Problem requirements: Copy every line from the records that holds the word "absolute".

Available records:
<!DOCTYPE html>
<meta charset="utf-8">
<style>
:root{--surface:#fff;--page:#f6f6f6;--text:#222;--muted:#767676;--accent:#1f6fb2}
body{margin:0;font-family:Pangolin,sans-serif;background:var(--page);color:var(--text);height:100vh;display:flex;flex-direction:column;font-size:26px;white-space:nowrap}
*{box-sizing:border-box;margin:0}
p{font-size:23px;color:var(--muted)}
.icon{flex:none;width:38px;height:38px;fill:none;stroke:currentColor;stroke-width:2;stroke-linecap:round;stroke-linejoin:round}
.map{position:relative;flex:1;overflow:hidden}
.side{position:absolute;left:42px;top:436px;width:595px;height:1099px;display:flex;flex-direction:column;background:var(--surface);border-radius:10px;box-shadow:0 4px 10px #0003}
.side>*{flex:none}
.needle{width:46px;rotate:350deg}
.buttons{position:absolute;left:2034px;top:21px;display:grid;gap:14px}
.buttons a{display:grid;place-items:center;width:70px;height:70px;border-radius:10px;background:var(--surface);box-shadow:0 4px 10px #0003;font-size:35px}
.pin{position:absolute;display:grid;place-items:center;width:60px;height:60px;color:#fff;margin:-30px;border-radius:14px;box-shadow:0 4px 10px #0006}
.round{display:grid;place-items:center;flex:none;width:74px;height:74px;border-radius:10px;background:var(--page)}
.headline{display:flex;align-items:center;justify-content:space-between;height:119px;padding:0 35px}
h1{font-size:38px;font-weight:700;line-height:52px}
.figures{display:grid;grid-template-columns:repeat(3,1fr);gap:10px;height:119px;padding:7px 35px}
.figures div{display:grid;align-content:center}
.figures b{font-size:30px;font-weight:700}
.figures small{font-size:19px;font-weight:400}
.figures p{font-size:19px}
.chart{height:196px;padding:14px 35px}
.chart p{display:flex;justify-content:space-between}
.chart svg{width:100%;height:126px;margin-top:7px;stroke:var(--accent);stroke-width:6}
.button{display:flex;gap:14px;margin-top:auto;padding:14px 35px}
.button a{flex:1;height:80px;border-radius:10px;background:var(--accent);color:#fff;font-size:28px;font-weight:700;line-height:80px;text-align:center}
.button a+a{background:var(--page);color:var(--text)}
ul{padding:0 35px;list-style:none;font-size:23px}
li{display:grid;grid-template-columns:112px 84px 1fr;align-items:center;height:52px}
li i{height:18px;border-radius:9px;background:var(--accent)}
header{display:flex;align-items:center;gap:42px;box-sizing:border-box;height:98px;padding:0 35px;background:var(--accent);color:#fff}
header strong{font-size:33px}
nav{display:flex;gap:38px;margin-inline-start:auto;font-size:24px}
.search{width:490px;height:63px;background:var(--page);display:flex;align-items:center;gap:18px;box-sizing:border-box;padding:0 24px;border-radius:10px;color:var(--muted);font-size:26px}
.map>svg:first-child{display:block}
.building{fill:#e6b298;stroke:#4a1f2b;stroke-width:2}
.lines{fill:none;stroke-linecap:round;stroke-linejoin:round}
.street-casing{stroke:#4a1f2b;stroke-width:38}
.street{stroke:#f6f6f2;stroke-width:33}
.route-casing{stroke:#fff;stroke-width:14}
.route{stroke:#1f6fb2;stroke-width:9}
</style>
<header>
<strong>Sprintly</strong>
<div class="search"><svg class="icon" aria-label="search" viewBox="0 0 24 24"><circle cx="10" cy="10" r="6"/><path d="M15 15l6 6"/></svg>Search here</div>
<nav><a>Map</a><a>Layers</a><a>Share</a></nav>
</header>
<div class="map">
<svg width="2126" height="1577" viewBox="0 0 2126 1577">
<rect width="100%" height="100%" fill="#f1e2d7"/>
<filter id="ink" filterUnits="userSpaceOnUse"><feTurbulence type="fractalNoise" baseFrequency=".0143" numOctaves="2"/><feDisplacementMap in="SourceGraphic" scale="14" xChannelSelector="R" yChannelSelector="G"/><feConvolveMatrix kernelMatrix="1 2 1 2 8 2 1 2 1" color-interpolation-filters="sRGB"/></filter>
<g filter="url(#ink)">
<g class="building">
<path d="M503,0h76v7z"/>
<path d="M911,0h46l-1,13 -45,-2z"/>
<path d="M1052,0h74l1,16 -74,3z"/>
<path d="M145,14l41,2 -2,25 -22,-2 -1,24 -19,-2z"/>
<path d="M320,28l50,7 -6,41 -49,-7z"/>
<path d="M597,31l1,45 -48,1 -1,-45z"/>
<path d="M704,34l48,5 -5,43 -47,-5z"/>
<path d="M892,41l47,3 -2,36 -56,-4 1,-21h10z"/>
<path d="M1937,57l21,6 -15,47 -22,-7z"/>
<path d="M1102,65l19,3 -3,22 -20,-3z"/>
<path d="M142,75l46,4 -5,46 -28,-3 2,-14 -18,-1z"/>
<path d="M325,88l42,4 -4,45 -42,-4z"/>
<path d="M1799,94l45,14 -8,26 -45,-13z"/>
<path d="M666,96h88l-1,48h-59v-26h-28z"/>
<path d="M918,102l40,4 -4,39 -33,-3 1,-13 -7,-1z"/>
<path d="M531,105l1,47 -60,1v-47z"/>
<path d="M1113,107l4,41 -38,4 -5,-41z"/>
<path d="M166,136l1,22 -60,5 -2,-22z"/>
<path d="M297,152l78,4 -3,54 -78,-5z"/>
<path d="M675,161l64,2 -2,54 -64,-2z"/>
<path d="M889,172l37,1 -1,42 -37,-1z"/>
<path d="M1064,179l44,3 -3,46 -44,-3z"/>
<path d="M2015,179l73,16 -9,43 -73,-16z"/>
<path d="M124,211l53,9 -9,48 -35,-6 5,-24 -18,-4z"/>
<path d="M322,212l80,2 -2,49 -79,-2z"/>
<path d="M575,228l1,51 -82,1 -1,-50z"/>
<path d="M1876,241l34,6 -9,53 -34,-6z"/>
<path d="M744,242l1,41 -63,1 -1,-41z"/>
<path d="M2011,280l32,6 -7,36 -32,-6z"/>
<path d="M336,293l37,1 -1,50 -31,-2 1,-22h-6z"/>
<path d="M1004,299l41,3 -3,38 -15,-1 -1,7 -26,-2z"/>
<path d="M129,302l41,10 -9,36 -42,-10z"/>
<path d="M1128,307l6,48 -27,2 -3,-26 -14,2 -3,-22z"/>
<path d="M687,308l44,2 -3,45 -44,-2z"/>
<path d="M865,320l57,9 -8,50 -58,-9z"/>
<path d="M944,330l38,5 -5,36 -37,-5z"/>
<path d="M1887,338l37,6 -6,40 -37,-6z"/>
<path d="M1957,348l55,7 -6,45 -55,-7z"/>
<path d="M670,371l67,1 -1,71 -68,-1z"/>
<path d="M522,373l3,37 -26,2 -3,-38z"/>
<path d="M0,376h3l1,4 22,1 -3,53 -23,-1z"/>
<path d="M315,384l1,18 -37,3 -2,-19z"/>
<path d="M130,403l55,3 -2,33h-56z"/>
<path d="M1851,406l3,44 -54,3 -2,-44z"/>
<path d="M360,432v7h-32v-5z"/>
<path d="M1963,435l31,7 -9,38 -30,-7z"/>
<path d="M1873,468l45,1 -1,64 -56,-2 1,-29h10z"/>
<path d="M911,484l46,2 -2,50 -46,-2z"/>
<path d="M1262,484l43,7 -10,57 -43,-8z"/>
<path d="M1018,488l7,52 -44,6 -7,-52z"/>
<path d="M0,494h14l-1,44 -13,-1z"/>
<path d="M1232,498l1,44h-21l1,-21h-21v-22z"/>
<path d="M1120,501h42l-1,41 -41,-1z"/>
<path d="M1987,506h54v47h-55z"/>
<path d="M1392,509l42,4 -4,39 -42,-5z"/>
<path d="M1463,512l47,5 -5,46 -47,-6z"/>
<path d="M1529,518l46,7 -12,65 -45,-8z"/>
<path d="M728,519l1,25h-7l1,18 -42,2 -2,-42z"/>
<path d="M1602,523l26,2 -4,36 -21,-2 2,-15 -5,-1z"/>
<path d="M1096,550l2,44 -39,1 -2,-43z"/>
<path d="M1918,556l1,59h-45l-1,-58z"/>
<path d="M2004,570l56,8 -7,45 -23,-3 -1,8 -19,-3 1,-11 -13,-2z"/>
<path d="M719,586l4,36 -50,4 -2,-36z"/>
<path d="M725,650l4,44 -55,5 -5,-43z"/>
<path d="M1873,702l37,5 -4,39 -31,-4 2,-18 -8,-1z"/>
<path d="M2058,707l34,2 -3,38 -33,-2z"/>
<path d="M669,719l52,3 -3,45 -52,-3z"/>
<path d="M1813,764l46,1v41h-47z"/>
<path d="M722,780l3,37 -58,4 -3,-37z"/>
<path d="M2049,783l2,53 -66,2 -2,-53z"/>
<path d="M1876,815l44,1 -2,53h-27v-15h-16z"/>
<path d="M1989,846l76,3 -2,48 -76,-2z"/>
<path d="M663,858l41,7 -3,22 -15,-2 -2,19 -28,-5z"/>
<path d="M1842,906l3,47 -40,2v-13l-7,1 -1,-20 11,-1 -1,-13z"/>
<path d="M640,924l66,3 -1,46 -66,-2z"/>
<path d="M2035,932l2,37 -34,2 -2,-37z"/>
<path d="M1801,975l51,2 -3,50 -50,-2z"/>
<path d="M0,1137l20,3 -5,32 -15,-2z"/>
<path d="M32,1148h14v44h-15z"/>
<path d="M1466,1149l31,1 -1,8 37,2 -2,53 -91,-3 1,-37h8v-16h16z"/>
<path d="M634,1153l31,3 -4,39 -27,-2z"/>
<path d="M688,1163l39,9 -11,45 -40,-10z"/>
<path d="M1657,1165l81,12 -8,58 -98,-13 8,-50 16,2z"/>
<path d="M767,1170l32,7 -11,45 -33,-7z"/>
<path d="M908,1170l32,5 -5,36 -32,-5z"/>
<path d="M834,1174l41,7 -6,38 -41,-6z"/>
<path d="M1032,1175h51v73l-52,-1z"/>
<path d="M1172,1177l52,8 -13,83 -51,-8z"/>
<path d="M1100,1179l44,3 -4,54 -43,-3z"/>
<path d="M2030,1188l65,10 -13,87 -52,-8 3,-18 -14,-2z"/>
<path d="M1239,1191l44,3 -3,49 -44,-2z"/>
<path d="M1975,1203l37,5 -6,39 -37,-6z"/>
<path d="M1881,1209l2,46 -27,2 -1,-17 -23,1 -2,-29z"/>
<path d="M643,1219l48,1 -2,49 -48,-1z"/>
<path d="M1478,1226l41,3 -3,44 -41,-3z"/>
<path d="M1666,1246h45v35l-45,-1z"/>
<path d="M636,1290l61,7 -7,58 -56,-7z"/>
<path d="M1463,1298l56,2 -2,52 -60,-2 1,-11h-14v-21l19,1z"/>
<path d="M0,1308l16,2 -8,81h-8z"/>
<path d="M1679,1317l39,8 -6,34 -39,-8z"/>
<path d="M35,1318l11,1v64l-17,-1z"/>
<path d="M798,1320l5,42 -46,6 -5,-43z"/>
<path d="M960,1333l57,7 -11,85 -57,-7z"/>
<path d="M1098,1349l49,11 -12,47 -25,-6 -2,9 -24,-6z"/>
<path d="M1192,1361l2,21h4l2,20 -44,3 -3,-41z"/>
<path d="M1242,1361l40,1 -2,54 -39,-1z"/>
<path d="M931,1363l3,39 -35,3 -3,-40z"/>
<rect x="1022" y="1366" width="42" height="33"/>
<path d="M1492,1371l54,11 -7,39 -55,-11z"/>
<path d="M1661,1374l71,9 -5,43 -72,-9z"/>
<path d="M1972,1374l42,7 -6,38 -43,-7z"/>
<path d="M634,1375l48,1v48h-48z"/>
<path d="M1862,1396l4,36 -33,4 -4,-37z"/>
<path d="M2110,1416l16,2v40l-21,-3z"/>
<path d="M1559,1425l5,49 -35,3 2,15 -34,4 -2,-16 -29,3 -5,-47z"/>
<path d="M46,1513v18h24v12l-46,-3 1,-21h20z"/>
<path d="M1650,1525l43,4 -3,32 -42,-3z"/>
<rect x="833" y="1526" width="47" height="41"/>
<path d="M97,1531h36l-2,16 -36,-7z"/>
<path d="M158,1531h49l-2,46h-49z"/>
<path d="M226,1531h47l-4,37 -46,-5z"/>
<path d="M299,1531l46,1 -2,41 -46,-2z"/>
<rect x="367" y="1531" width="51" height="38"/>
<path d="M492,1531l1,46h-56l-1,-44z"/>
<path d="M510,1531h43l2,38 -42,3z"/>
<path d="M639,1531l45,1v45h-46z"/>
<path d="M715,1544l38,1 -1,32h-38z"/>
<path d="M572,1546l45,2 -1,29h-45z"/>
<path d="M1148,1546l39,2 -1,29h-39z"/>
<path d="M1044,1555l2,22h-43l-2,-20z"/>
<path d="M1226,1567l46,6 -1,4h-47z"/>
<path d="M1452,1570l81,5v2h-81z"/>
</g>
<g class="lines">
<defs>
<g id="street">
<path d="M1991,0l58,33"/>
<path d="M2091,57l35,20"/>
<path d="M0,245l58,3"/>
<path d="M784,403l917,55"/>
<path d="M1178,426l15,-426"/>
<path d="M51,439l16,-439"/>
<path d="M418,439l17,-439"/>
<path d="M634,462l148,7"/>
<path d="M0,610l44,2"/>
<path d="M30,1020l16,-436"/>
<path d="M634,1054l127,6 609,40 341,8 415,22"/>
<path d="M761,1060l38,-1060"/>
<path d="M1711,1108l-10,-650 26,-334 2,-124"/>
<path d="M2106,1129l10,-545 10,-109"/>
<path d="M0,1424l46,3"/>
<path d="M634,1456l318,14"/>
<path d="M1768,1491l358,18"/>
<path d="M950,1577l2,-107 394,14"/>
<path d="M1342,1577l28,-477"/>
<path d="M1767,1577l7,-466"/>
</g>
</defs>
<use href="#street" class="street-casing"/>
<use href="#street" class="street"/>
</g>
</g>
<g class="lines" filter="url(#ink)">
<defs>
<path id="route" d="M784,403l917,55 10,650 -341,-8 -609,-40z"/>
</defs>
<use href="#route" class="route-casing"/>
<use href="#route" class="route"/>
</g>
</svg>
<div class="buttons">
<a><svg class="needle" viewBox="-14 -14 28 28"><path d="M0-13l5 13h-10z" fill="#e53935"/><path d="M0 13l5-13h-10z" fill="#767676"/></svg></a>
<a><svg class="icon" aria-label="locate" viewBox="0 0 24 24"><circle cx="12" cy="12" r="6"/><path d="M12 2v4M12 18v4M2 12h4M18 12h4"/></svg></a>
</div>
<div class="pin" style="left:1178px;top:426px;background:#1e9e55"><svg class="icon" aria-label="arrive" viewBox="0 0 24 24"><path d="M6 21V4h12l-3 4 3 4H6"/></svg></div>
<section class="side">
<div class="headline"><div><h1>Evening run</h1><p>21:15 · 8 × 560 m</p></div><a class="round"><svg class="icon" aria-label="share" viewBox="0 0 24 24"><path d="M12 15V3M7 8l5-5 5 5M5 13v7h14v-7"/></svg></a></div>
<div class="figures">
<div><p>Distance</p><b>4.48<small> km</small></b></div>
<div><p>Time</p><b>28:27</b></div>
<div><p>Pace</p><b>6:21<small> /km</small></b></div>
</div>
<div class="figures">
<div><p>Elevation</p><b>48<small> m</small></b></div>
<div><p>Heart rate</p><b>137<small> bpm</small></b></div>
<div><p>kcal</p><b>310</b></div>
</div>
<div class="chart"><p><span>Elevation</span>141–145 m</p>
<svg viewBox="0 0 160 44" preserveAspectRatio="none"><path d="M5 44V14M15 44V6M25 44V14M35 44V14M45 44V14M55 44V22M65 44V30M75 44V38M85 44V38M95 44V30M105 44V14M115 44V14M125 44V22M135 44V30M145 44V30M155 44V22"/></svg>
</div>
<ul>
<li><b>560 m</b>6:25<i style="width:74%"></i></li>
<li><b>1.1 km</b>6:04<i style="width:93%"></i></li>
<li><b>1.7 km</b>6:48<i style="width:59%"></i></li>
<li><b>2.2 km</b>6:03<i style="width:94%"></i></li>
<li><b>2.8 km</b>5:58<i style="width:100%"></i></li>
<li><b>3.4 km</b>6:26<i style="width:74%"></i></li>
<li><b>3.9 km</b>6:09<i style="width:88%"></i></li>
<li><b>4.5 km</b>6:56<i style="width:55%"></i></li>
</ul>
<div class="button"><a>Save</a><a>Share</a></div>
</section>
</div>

Output below:
.side{position:absolute;left:42px;top:436px;width:595px;height:1099px;display:flex;flex-direction:column;background:var(--surface);border-radius:10px;box-shadow:0 4px 10px #0003}
.buttons{position:absolute;left:2034px;top:21px;display:grid;gap:14px}
.pin{position:absolute;display:grid;place-items:center;width:60px;height:60px;color:#fff;margin:-30px;border-radius:14px;box-shadow:0 4px 10px #0006}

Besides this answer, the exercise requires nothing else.